Jury finds dad guilty in baseball shooting
By Nick Hiltunen
Published in News on July 16, 2009 1:46 PM
A jury found a Goldsboro man guilty of second-degree murder in the shooting of a neighbor he argued with over his child's baseball game, court records show.
Timothy Tramel Vaughn, 37, gave notice Wednesday that he would appeal the verdict through his attorney, James Antinore, court officials said.
Vaughn had been charged with first-degree murder in the shooting of James Anwar Brewington, 29.
Presiding Judge Phyllis Gorham gave the jury instructions that its members could find Vaughn guilty or not guilty of the original charge of first-degree murder, or of second-degree murder.
The jurors chose second-degree murder -- and Judge Gorham sentenced Vaughn to 15 to 20 years in prison for the offense.
Both Vaughn and Brewington's sons were playing a game of baseball in a yard near the intersection of Waters and East Holly streets on June 14, 2008.
Sometime during the game, Vaughn's son accidentally hit Brewington's son in the head with a metal baseball bat, police have said.
That led to Vaughn coming to the scene of the game and arguing with Brewington, who was intoxicated, a medical examiner testified.
Police said after the two men argued, Vaughn shot Brewington multiple times, causing his death.
Vaughn's defense attorney argued at trial that Brewington "became the aggressor" during the event, although police have said the men only exchanged words.
The baseball game on June 14, 2008, was described as small by police, involving less than 10 children playing baseball in a neighborhood yard.
Although Vaughn's attorney, Antinore, did not present evidence or witnesses at the trial, he asked the judge to dismiss the first-degree murder charge.
Antinore said the murder was not pre-meditated, because the shooting came as a result of fighting.
Assistant District Attorney Matt Delbridge argued that because Vaughn chose to bring a firearm, he had violent intentions before the argument started.

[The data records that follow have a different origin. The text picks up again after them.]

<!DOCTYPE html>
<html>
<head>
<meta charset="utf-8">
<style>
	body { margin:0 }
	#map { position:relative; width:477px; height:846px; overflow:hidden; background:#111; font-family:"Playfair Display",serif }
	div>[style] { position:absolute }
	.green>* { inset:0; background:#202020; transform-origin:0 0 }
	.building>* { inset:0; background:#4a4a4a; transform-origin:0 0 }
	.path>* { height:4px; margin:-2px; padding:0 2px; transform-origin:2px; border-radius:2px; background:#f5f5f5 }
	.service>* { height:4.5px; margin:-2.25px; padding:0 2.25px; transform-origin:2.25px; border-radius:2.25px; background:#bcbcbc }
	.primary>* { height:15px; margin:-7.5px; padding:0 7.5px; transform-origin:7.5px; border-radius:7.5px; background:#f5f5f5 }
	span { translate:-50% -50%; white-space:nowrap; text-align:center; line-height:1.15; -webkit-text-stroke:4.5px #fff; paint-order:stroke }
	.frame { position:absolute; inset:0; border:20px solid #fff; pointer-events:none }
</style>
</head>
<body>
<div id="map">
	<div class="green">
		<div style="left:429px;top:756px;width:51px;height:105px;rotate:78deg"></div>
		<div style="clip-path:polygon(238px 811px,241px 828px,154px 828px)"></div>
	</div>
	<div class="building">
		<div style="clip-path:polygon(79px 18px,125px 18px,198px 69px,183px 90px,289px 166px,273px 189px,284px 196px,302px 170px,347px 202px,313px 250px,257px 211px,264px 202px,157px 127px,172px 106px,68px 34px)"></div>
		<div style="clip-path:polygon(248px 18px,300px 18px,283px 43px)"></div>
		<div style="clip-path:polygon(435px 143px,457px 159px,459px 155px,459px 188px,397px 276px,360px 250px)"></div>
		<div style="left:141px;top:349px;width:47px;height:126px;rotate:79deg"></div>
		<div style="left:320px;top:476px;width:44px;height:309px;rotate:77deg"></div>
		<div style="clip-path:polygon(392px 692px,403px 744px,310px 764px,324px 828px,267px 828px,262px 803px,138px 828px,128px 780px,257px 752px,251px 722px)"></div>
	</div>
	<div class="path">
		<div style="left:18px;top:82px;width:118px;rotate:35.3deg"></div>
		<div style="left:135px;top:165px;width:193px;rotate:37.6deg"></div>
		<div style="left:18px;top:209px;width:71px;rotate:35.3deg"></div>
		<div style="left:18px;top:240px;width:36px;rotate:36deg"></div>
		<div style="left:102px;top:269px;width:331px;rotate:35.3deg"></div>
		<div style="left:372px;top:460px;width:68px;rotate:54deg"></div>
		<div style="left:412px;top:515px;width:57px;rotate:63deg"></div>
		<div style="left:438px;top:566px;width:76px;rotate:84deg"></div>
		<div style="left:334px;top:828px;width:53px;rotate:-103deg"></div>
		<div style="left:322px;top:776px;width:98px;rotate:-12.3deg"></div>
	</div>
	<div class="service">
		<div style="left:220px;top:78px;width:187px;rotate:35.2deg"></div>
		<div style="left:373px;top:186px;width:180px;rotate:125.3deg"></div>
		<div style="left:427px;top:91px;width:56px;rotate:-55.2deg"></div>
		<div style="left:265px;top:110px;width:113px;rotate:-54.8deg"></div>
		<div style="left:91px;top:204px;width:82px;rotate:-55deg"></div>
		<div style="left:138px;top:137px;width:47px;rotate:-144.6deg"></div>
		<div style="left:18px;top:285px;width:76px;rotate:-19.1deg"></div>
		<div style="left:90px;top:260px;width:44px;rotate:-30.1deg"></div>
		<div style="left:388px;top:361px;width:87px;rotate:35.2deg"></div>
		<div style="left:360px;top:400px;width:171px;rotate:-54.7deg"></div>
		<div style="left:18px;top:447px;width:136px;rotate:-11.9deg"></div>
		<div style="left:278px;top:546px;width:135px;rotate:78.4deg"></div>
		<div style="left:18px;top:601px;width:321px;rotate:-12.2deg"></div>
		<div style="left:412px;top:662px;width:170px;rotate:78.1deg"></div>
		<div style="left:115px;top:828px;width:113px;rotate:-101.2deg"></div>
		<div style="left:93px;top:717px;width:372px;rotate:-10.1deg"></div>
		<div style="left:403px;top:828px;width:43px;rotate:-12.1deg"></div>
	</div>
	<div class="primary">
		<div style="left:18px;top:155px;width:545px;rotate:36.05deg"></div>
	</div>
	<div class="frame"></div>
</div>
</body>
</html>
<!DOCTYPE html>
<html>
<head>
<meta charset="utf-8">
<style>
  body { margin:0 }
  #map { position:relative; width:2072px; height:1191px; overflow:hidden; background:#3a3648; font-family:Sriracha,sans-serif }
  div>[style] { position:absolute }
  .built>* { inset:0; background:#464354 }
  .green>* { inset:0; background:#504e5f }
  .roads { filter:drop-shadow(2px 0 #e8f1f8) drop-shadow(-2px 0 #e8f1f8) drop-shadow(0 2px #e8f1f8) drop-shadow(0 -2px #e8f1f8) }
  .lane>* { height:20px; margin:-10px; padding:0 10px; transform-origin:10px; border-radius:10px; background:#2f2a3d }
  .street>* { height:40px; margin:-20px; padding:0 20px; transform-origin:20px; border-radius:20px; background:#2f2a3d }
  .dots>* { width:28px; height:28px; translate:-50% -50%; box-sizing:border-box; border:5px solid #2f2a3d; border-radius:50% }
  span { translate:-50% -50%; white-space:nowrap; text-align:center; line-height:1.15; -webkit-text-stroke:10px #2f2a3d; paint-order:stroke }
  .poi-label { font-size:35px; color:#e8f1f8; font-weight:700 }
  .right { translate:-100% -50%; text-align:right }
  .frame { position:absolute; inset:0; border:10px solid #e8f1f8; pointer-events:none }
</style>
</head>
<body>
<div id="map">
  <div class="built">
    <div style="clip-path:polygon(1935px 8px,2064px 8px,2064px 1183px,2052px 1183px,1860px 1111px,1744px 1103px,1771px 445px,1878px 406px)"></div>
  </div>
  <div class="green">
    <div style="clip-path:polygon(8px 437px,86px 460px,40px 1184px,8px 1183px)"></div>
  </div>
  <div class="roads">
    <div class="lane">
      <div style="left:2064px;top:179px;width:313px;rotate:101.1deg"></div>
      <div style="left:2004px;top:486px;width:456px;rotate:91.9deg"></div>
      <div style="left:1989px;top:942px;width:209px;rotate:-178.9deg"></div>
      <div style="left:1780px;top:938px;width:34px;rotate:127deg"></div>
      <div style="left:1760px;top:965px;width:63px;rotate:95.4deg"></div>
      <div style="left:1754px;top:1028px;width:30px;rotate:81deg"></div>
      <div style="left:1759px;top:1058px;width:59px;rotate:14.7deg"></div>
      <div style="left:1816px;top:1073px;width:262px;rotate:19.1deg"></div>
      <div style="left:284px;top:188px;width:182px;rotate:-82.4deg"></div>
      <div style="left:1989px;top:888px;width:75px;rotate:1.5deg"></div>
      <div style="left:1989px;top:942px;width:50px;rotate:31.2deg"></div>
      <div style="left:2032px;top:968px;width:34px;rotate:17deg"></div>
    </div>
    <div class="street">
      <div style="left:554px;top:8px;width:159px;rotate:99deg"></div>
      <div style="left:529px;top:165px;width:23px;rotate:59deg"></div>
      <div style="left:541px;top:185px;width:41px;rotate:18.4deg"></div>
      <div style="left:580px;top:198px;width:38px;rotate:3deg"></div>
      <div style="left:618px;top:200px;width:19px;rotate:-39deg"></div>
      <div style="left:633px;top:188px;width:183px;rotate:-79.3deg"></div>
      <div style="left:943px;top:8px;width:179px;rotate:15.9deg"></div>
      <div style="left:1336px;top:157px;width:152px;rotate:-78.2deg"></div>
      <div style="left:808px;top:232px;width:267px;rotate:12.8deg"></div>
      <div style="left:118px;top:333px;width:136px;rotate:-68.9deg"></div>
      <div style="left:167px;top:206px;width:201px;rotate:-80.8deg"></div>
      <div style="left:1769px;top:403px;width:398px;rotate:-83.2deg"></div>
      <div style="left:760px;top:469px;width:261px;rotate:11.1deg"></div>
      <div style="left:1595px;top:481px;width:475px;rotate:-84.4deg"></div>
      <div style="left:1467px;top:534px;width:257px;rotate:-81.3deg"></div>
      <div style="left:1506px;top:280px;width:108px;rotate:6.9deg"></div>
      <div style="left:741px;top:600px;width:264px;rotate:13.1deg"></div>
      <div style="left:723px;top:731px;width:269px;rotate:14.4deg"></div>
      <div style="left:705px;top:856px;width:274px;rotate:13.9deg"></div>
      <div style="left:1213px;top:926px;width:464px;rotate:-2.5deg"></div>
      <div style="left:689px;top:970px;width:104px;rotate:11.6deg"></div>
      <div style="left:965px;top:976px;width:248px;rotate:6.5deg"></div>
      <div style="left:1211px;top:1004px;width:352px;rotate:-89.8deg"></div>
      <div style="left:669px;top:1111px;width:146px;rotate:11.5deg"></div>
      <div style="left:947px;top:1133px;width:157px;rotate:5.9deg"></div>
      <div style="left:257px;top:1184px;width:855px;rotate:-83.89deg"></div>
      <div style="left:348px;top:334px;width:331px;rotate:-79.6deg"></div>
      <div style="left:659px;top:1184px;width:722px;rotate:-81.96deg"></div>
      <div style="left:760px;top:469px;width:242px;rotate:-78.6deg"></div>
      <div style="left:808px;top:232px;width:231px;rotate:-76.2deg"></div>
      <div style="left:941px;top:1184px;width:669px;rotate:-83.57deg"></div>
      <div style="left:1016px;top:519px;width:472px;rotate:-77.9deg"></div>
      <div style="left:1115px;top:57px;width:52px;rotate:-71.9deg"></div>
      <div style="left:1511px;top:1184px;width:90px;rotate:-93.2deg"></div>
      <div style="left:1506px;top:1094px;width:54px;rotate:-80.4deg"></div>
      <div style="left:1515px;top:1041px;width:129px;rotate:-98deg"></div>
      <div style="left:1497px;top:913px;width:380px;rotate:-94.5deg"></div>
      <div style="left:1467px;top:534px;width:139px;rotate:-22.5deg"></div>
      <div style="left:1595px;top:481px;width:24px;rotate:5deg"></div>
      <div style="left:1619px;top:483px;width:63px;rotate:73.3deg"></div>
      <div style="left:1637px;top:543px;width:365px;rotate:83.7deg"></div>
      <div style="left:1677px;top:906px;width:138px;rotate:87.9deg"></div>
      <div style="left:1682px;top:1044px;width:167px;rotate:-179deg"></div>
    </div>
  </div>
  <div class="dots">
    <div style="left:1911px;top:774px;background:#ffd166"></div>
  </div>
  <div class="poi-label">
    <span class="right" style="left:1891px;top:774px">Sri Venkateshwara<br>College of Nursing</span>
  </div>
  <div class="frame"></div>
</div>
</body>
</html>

The assistant district attorney said that Chief Medical Examiner John Butts' testimony also showed the shooting of Brewington was at close range.
Delbridge argued that because of those facts, Vaughn's charges met the criteria for first-degree murder.
"To get as close as you can to that person, you want him to die, you (try) to shoot him where it's going to do the most damage ... which is what the defendant tried to do," Delbridge said.